CONTEXT must be present, and must be the first line of the request.
CMD command args args args
Executes the specified command with the specified arg in the same general way as it would have been executed if typed to a the user’s command interpreter. (If the user’s primary interface is not a command language, a system default command language should be used.) It is expected that the command will have been provided by a user, who will expect "normal" command language handling of it. (For POSIX people, consider this as roughly equivalent to system().)
Note: No particular parsing or interpretation is guaranteed. The interpretation should be unsurprising to an ordinary user of the host system. This mechanism is therefore unsuitable for completely automated use; EXEC and GENERIC-CMD are provided for that purpose.
Exactly one of CMD, EXEC, or GENERIC-CMD must be present.
EXEC progname namearg arg arg arg ...
Executes a program using a low-level execution mechanism which provides minimal interpretation; in particular a command processor should not enter the picture and no quoting other than that required by this protocol should be required. It is expected that this interface will be used by programs requesting restart; presumably they know exactly what their desired arguments are and a command processor will only confuse the issue. (For POSIX people, consider this to be like execlp().)
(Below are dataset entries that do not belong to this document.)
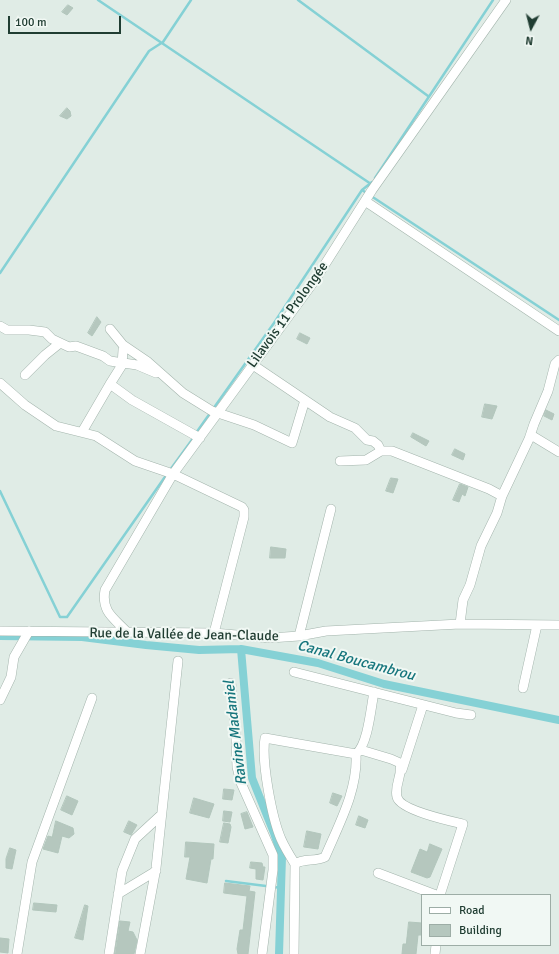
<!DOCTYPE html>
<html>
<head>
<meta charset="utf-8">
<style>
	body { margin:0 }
	#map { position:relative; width:559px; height:954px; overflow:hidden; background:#e0ece6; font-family:Signika,sans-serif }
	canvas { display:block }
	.legend { position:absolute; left:421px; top:894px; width:130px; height:52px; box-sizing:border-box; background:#f1f8f4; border:1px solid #9dada6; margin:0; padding:5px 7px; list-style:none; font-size:12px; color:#203d32 }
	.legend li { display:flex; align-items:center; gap:8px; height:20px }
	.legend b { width:20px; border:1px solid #9dada6 }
	.north { position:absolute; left:511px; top:8px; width:40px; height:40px; -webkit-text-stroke:3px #f1f8f4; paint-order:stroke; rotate:187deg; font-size:11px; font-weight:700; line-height:16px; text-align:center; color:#203d32 }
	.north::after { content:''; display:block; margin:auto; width:14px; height:18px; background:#203d32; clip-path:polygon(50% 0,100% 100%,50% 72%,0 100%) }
	.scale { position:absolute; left:8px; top:16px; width:113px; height:18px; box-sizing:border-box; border:2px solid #203d32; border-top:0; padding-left:5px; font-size:12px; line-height:14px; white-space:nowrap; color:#203d32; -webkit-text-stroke:3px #f1f8f4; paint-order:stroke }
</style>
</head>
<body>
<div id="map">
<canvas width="559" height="954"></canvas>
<ul class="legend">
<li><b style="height:5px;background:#fff"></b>Road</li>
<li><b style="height:11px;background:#b5c7be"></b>Building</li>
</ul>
<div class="north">N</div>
<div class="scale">100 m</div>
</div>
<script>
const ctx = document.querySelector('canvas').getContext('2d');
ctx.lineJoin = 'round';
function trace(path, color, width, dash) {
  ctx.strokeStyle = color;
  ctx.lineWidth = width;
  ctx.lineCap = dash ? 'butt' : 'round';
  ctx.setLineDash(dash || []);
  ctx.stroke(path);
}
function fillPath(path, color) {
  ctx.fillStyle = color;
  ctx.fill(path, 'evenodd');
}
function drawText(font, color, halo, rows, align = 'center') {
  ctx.font = font + ' Signika,sans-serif';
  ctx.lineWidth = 4;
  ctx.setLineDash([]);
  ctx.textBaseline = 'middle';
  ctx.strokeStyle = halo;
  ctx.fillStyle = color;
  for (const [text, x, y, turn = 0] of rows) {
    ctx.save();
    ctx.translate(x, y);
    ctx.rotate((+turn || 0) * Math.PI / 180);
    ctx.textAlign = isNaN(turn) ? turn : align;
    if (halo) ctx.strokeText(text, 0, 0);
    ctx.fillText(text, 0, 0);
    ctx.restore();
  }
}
const stream = new Path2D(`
	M98,0L371,184
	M298,0L428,96
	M375,178L493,0
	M362,190L559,320
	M0,273L149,51L163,42L191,0
	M196,433L274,323L362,190L372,182
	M170,470L194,437
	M0,491L60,617H67L167,474
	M226,881L282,888`);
const canal = new Path2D(`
	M0,636L82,637L146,645L199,650L241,649L318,663L384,684L559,720
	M241,649L252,778L274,833L282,857L279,954`);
const building = new Path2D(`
	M68,5L73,8L67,15L62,12Z
	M67,108L70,111L71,116L67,119L60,116Z
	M97,317L101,322L92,336L88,333Z
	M300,333L310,338L307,344L297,339Z
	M485,404L497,406L492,419L482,417Z
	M546,410L554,414L552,420L544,416Z
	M413,433L429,441L426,446L411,437Z
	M455,449L465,454L463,460L452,455Z
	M391,478L398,479L393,493L386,491Z
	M460,484L468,487L465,496L462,494L459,502L453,500Z
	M271,547L286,549L285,558H270Z
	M224,789L234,790L232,800L223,799Z
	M333,793L342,796L337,806L330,803Z
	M67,796L78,801L72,815L61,810Z
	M194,798L214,804L209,818L190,813Z
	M224,811L232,812L230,822L223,821Z
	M247,812L253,827L245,829L241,814Z
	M359,816L368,820L365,828L356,825Z
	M56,821L73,828L74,834L69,838L62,836L58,853L43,849L48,836L52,837Z
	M129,821L137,825L131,835L124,832Z
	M224,823L230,824L231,827L228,843L220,842Z
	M307,831L321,834L318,849L304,847Z
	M186,842L214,844L213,859H211L207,883L186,879L190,857H185Z
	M430,844L442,849L430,877L427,878L411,872L420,849L427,852Z
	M10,848L16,850L12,869L6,868V859Z
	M251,862L262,863L263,867H265L263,880L256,879V869L250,868Z
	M225,883L250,886L249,891L255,892L248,954H238L237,949L240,930H243L247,896L224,893Z
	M34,903L57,905L56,912L33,910Z
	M85,905L88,906L83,940L75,938Z
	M120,921L130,922L128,931L133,932L137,940L134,954H115Z
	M409,922L422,923L421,935H418L416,954H402L403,944H406Z
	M0,938L9,939L8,953L0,952Z`);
const minor = new Path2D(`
	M365,201L559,331
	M0,326L7,330H29L45,332L52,339L69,347L76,346L103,356L110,361L137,365L156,373
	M110,329L123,345L148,362L183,393L212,411L254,425L292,443L305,400
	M126,347L123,350L122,365L110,384L132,400L200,438
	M253,365L330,417L355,428L367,440L373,441L378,445L381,451
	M25,375L45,355L60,343
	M0,383L25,405L56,426L96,436L135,461L173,474L242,507L244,510V517L214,633
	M82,432L110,384
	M531,435L559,452
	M340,461L366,460L381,451H392L489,489L502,496
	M460,624L463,600L470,585L481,546L497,513L502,496L529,439L534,424L548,391L555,364L559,360
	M0,631L214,633L270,638L299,636L326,631L460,624L559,625
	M128,633C114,618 101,612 105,590L173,474L315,280L372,190L506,0
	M299,636L331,509
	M294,672L456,713L471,715
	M231,683L236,739L237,767L241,783L273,855V870L262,954
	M523,688L537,625
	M0,700L11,677L14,657L29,631
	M361,750L391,759L400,763C403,775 394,785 397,797C400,810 450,821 463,824L440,895
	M402,770L423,705
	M295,864C290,856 285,848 281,839C272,818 261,761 265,738L356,754C368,745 371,707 374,692
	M378,873L436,895
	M118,894L156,871
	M17,954L32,862L92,698
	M109,954L122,871L135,839L161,815
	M140,954L156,868L178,661
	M294,954L295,864C304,858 315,862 325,857C339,824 358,790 356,754
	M435,954L436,945`);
const streetNames = [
	["Lilavois 11 Prolongée",288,315,-54],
	["Rue de la Vallée de Jean-Claude",184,635,1]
];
const waterNames = [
	["Canal Boucambrou",356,661,15],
	["Ravine Madaniel",236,733,-97]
];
trace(stream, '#85d1d5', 2.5);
trace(canal, '#85d1d5', 8);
fillPath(building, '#b5c7be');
trace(building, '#b2c6bc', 1);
trace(minor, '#a3b4ac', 10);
trace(minor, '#fff', 9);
drawText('14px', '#203d32', '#f1f8f4', streetNames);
drawText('italic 15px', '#17767d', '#f1f8f4', waterNames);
</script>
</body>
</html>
Progname is the name of the executable. This will typically be a single word but is allowed to be a (system-specific) full filename specification; if the latter then the behavior is system-specific but normally path searching would be disabled.
Namearg should be the program name as it should be passed to the program. Generally, it should be exactly equal to progname. Hosts which do not pass a program’s name to it should ignore it.
The args are the arguments to be passed to the program. Hosts which do not separate their arguments into words should concatenate the arguments back together with spaces between them. (Optionally, they could elect
to
not fully parse the line, and leave in the spaces as originally delivered.)
Note: The interpretation of the command may not be intuitive to an ordinary user of the host system; this interface is for precision, not intuition.
Exactly one of CMD, EXEC, or GENERIC-CMD must be present.
DIR initial-directory
Specifies (in a system-specific way) the initial default file system location for the program. If no DIR line is supplied the program is started in a system-specific initial location, presumably the user’s "home".
Note: It is expected that this value would come from a source with a priori knowlege of the host - either the user or a "restart" request. It is not expected that an automated mechanism with no advance knowlege would be able to make use of this request.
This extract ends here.